传递带有变量参数的函数作为void指针，并调用它

Question

I have a function which I want to pass through various functions

int func1(char *ptr)
{
    printf("%s",ptr);
    return 0;
}

and other function in which I want to call the func1

int func2(void *i)
{
    //call i
    //here i point to function func1
    //and do something with return value of i
}

So, how should I call it in main()?

int main()
{
    void *d;
    //SOMETHING wrong in next four line
    d=&func1("abcd");
    func2(d);
    d=&func1("xyz");
    func2(d);
    return 0;
}

Answer 1

You can simply create a function ( func2 ) that takes a function pointer to your desired function that you want called and another paramter that takes a pointer to your string. Then in func2 call the passed in function pointer with the str argument.

#include <stdio.h>

void func1(const char *str)
{
    puts(str);
}

void func2(void (*fp)(const char *), const char *str)
{
    fp(str);
}

int main(void)
{
    const char *str = "Hello world.";

    func2(func1, str);

    return 0;
}

Answer 2

You should first of all use Function pointers to do the job you desire. Using void pointer is a method where you before hand know what you will cast it to for dereferencing. Since you are passing the address of a function, you should cast it to a function pointer anyways. So avoid all this and declare func pointer anyways. Use void * only if you know that you can handle all the possiblities. eg. memcpy uses void * this is acceptable as you just want a bunch of data in soure location to be copied to a destination location.

#include <stdio.h>
void func1(char * str)
{
   printf("%s",str);
}
void func2(void * g)
{
   void (*p) (char *);   //function pointer
   p = (void (*)(char *))g;//casting void * to pi.e func pointer reqiuired eitherways.
   p("Func pointer caller");
}
void main()
{
   void * d = func1; // name of the function is itselt its address
   //printf("func1 = %d\nd = %d",func1,d);  
   func2(d);
}

all this can be avoided by a simple function pointer.

Answer 3

First of all: A function pointer refers to a function only. Parameters come into the game when the function is called, either directly or via a function pointer.

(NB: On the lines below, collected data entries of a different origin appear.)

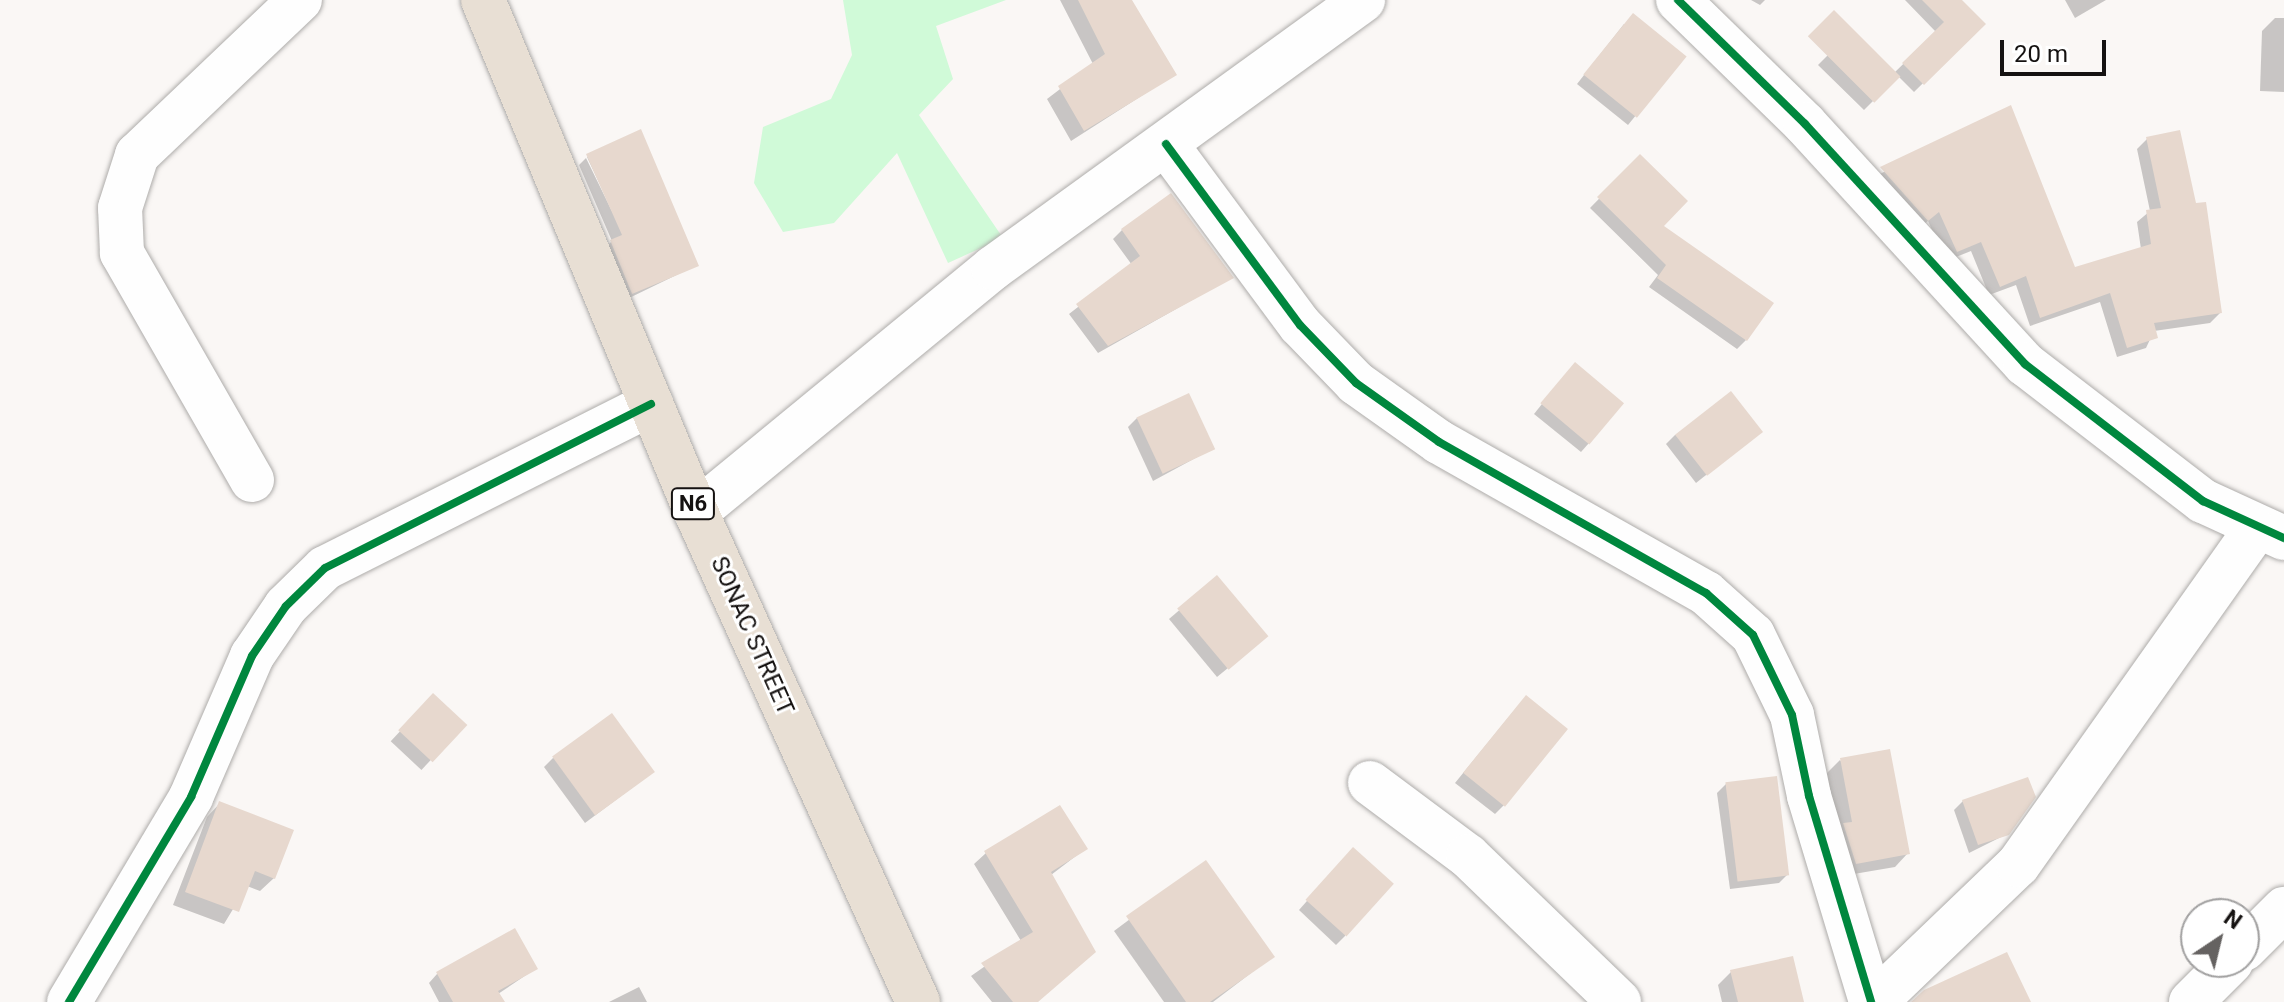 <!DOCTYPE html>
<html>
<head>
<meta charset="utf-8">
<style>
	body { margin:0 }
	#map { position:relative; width:2284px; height:1002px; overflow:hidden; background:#faf7f5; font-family:Roboto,sans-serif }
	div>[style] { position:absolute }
	.green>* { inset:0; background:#d0fad8 }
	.shadow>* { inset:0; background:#0003; transform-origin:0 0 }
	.building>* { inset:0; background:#e7d8ce; transform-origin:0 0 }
	.roads { filter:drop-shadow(0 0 2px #aeacaa) drop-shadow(0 0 2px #aeacaa) }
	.minor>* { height:44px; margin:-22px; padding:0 22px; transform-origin:22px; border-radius:22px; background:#fefefe }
	.highway>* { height:44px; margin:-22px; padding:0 22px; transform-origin:22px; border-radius:22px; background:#e8dfd4 }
	.cycleway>* { height:8px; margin:-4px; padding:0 4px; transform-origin:4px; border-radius:4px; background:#00873e }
	span { translate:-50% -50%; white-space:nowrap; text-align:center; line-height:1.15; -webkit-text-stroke:6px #fff; paint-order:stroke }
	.shield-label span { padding:2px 6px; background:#fff; border:2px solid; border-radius:6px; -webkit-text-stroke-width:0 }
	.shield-label { font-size:22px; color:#151211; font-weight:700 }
	.street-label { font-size:24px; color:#151211 }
	.north { position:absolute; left:2180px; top:898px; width:80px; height:80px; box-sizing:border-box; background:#fff; border:2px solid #a1a0a0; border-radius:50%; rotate:35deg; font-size:22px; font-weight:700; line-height:32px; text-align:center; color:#151211 }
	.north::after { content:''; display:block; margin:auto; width:28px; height:36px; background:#656261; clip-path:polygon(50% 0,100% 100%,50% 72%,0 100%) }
	.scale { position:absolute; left:2000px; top:40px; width:106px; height:36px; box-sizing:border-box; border:4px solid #151211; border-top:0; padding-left:10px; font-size:24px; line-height:28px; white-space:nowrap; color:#151211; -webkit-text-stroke:6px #fff; paint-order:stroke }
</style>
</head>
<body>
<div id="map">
	<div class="green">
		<div style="clip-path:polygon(843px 0,1006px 0,936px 26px,953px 79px,919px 115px,1003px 238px,948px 263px,897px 153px,834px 223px,783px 232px,754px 183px,763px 127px,831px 99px,852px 55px)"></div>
	</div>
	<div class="shadow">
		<div style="clip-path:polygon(1060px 0,1130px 0,1174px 75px,1071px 141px,1047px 99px,1093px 64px)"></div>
		<div style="clip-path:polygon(1751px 0,1765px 0,1760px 5px)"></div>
		<div style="clip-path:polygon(1905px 0,1959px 0,1983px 24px,1914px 92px,1898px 76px,1864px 110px,1818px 65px,1852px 31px,1894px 73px,1936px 32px)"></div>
		<div style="clip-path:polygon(2065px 0,2106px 0,2075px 18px)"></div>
		<div style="clip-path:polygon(2275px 18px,2284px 18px,2284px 92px,2260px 91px,2262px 31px)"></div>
		<div style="clip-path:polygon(1624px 24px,1684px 56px,1628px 125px,1577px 84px)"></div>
		<div style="clip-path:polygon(2010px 108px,2074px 270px,2141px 249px,2137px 222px,2150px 211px,2137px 149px,2147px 139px,2194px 205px,2220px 313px,2210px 323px,2154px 331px,2146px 348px,2117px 357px,2100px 302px,2030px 326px,2016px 285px,1989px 295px,1971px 251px,1946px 261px,1928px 221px,1917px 229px,1872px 178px)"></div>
		<div style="clip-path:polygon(640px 131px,697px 265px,623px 301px,602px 251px,612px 241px,579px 165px,586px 158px,628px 244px,587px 157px)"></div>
		<div style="clip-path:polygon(1640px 157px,1661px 226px,1746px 340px,1737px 349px,1649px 287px,1658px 275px,1590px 208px)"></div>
		<div style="clip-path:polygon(1122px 230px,1231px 278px,1098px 353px,1069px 314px,1132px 265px,1113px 239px)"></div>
		<div style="clip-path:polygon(1566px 374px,1589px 443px,1581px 452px,1534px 414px)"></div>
		<div style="clip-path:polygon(1137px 418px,1212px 449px,1153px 481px,1128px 427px)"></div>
		<div style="clip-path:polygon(1760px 432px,1696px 483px,1666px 444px,1675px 435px)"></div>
		<div style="clip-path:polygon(1217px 578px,1256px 645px,1217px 677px,1169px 619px)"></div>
		<div style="left:433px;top:696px;width:42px;height:62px;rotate:43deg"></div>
		<div style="clip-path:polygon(1517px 707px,1504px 805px,1495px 814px,1455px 783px)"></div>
		<div style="clip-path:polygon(553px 758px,653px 772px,585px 823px,544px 767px)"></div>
		<div style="clip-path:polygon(1840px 760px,1908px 853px,1895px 867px,1842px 876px,1827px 773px)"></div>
		<div style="clip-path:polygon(1726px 784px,1788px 874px,1779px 883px,1730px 889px,1717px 793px)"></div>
		<div style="clip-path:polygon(1963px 801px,2007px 834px,1969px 853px,1954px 810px)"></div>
		<div style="clip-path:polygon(220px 803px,274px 878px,260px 891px,247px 886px,224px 924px,173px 905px,207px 817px)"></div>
		<div style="clip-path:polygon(1085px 849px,1051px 875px,1037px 1002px,992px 1002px,971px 976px,1021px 941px,974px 864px,986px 853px)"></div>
		<div style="clip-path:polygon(1344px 859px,1345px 936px,1336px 945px,1299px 910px)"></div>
		<div style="clip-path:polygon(1205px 863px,1272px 957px,1213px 1002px,1164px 1002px,1114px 931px)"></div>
		<div style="clip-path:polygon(535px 969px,498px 994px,503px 1002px,439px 1002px,429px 983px,437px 974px)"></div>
		<div style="clip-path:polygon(1731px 972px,1802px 1002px,1722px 1002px,1718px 985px)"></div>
		<div style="clip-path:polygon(639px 987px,647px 1002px,609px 1002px)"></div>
	</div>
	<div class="building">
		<div style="clip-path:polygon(1078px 0,1132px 0,1177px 75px,1084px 131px,1058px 86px,1105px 54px)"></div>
		<div style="clip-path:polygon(1922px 0,1962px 0,1986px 24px,1924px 85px,1902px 63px,1944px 22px)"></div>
		<div style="left:1834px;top:10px;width:94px;height:37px;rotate:45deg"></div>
		<div style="left:1633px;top:13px;width:69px;height:79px;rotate:39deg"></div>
		<div style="clip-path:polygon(2011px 105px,2075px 267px,2151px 244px,2146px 210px,2161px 208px,2146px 137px,2180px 130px,2196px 203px,2206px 202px,2222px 313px,2154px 323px,2158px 338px,2127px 348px,2110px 293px,2040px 318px,2026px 276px,2000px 287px,1981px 242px,1957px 252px,1939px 212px,1928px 221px,1880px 167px)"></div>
		<div style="clip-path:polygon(641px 129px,699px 266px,632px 294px,610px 240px,622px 235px,586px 154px)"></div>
		<div style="clip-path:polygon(1640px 154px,1688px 201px,1664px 226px,1774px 303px,1747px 341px,1657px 278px,1666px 265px,1597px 197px)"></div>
		<div style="clip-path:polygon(1171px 193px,1234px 278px,1108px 346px,1076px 304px,1140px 256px,1121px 229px)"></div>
		<div style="left:1575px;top:362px;width:64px;height:54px;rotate:40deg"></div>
		<div style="left:1731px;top:391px;width:52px;height:71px;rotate:52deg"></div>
		<div style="left:1189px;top:393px;width:62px;height:58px;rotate:65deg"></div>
		<div style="left:1217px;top:575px;width:80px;height:52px;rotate:50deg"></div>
		<div style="left:433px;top:693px;width:47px;height:51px;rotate:43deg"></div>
		<div style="left:1526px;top:695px;width:54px;height:100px;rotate:39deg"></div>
		<div style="left:612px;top:713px;width:73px;height:74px;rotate:54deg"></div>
		<div style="clip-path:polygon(1890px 749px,1910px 854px,1856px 864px,1843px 823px,1852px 822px,1840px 758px)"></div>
		<div style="left:1777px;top:776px;width:100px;height:52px;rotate:83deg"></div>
		<div style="clip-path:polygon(2028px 777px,2036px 797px,2009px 835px,1978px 845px,1962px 800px)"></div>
		<div style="clip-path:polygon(219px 801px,294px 830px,275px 879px,255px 871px,239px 912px,185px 892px)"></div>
		<div style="clip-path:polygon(1060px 805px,1088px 849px,1051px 872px,1096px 952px,1038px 1002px,1013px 1002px,981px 963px,1033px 932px,984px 851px)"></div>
		<div style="left:1353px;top:847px;width:55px;height:71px;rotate:42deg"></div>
		<div style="clip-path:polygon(1206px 860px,1275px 957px,1210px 1002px,1186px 1002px,1126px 916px)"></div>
		<div style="clip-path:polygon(515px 928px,538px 969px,498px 991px,505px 1002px,453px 1002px,436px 972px)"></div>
		<div style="clip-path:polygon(2007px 952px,2031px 1002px,1911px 1002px,1924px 990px)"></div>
		<div style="clip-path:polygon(1793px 956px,1804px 1002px,1738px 1002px,1730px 970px)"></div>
	</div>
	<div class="roads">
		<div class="minor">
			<div style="left:1678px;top:0;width:177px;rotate:44.3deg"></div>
			<div style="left:1805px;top:124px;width:326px;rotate:47.5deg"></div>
			<div style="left:2025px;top:364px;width:225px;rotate:37.6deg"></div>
			<div style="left:2203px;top:501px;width:89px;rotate:24.6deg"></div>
			<div style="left:1166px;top:144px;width:225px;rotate:53.5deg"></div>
			<div style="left:1300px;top:325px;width:81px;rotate:46deg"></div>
			<div style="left:1356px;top:383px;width:102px;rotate:35.4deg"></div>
			<div style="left:1439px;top:442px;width:307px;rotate:29.5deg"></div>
			<div style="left:1706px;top:593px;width:63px;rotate:41.8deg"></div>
			<div style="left:1753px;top:635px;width:89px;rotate:64deg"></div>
			<div style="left:1792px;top:715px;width:83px;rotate:78.1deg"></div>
			<div style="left:1809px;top:796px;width:215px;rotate:73.2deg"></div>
			<div style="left:252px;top:480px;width:262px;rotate:-119.8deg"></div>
			<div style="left:122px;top:253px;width:45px;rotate:-92.5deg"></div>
			<div style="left:120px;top:208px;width:56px;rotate:-72.2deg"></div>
			<div style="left:137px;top:155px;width:225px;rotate:-43.6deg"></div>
			<div style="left:696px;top:512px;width:384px;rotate:-39.4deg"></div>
			<div style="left:993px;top:268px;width:457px;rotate:-35.9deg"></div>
			<div style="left:1370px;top:783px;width:122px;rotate:36.7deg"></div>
			<div style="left:1468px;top:856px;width:210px;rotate:44deg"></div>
			<div style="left:2244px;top:949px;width:57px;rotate:-45deg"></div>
			<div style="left:69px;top:1002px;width:239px;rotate:-59.2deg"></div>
			<div style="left:191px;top:797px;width:154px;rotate:-66.6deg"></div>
			<div style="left:252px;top:656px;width:60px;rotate:-55.8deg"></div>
			<div style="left:286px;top:606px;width:54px;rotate:-44.3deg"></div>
			<div style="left:325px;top:568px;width:365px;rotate:-26.7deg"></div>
			<div style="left:1875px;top:1002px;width:198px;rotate:-43.8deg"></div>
			<div style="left:2018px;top:865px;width:410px;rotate:-54.7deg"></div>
			<div style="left:2191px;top:1002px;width:57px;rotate:-45deg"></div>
		</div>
		<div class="highway">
			<div style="left:483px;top:0;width:555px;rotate:67.41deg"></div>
			<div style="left:696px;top:512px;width:538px;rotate:65.63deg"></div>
		</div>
	</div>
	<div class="cycleway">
		<div style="left:1678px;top:0;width:177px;rotate:44.3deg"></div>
		<div style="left:1805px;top:124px;width:326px;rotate:47.5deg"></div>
		<div style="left:2025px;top:364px;width:225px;rotate:37.6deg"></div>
		<div style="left:2203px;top:501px;width:89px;rotate:24.6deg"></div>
		<div style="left:1166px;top:144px;width:225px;rotate:53.5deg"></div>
		<div style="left:1300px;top:325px;width:81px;rotate:46deg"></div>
		<div style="left:1356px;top:383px;width:102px;rotate:35.4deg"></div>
		<div style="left:1439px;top:442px;width:307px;rotate:29.5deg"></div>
		<div style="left:1706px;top:593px;width:63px;rotate:41.8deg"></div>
		<div style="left:1753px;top:635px;width:89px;rotate:64deg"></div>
		<div style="left:1792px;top:715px;width:83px;rotate:78.1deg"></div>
		<div style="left:1809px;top:796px;width:215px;rotate:73.2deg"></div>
		<div style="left:69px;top:1002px;width:239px;rotate:-59.2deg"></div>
		<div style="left:191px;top:797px;width:154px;rotate:-66.6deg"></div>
		<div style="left:252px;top:656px;width:60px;rotate:-55.8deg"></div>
		<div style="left:286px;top:606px;width:54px;rotate:-44.3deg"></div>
		<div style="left:325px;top:568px;width:365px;rotate:-26.7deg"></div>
	</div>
	<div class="shield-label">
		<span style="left:693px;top:504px">N6</span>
	</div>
	<div class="street-label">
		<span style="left:752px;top:636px;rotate:66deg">SONAC STREET</span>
	</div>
	<div class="north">N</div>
	<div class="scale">20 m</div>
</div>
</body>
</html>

So if you want to achieve what you have in mind, that is binding a (set of) parameters to a specific function varaible you need to use a wrapper function:

int func1(char * pc)
{
  int i;
  /* assigne somehting to "i" and use "pc" */
  return i;
}

int func1_abcd(void)
{
  return func1("abcd")
}

int func1_xyz(void)
{
  return func1("xyz")
}

typedef int (*pfunc1_wrapper_t)(void);

int func2(pfunc1_wrapper_t pfunc1_wrapper)
{
  return pfunc1_wrapper();
}

int main(int argc, char ** argv)
{
  pfunc1_wrapper_t pfunc1_wrapper = NULL;
  int i = 0;

  pfunc1_wrapper = func1_abcd;
  i = func2(pfunc1_wrapper);

  pfunc1_wrapper = func1_xyz;
  i = func2(pfunc1_wrapper);

  ...

  return 0;
}

Answer 4

请参阅此函数指针并阅读Wiki - Function Pointers ，您将了解如何修复代码。

Answer 5

Jatin already posted a general link to function pointers, very good explaining function pointers.

As you seam to want to pass not a classic function pointer, but a function pointer WITH it's argument as one "function pointer" to an other function, I do not think that this will work.

But why passing a function with its argument as one parameter? This would mean, that the function you are passing with parameters, will return only one result, that is already known outside func2 (as func2 will call func1 with this already outside defined parameter set). So why not just pass the result of the func1 call to func2?